_Data below_
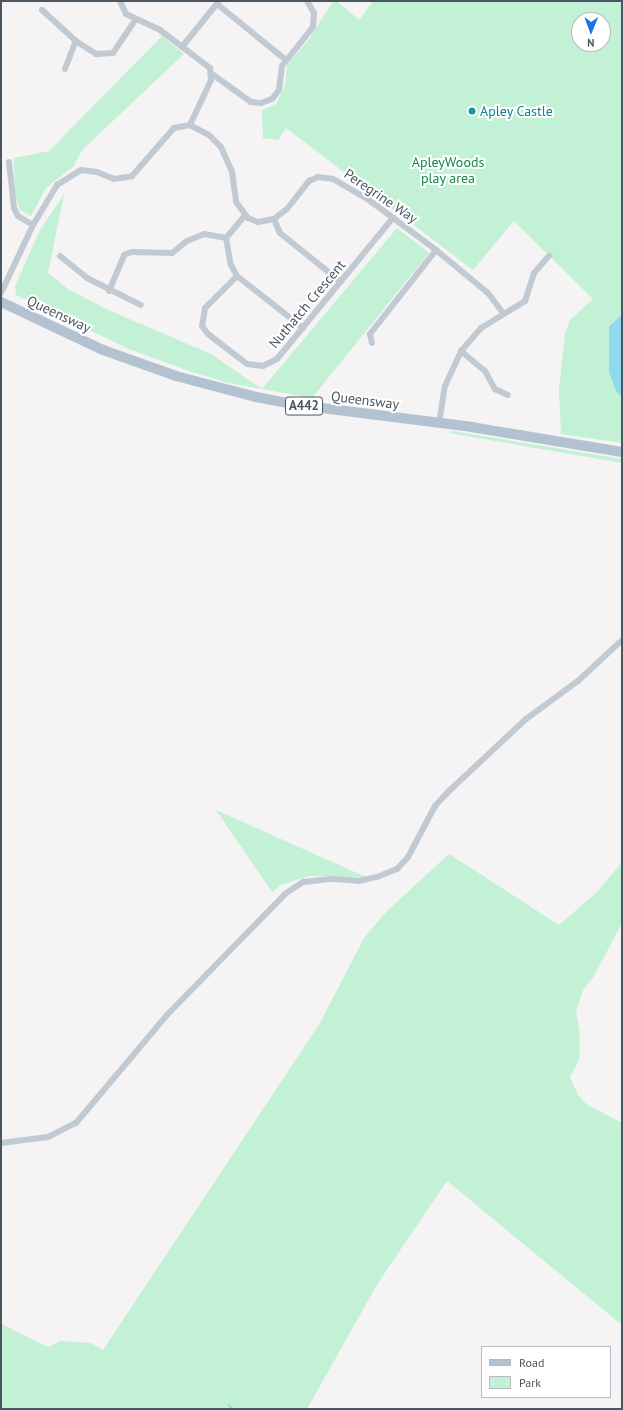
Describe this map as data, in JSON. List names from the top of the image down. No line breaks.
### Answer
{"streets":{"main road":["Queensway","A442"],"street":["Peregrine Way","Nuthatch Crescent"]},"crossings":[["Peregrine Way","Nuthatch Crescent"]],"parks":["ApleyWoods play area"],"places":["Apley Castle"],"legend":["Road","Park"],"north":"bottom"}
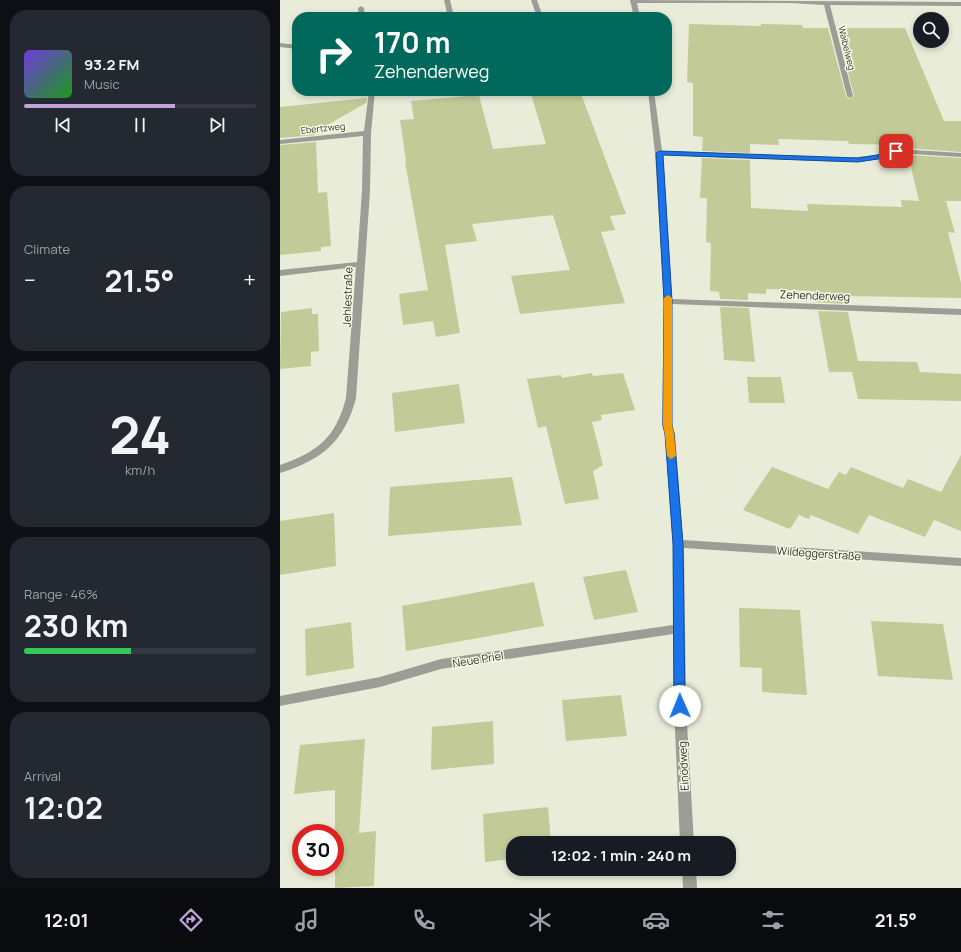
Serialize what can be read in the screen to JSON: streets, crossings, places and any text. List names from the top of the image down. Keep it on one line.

_Problem to work on_
Would it be possible to reproduce the material word for word, images omitted?

_Response box_
Describe this map as data, in JSON. List names from the top of the image down. No line breaks.
### Answer
{"streets":{"main road":["Queensway","A442"],"street":["Peregrine Way","Nuthatch Crescent"]},"crossings":[["Peregrine Way","Nuthatch Crescent"]],"parks":["ApleyWoods play area"],"places":["Apley Castle"],"legend":["Road","Park"],"north":"bottom"}
Serialize what can be read in the screen to JSON: streets, crossings, places and any text. List names from the top of the image down. Keep it on one line.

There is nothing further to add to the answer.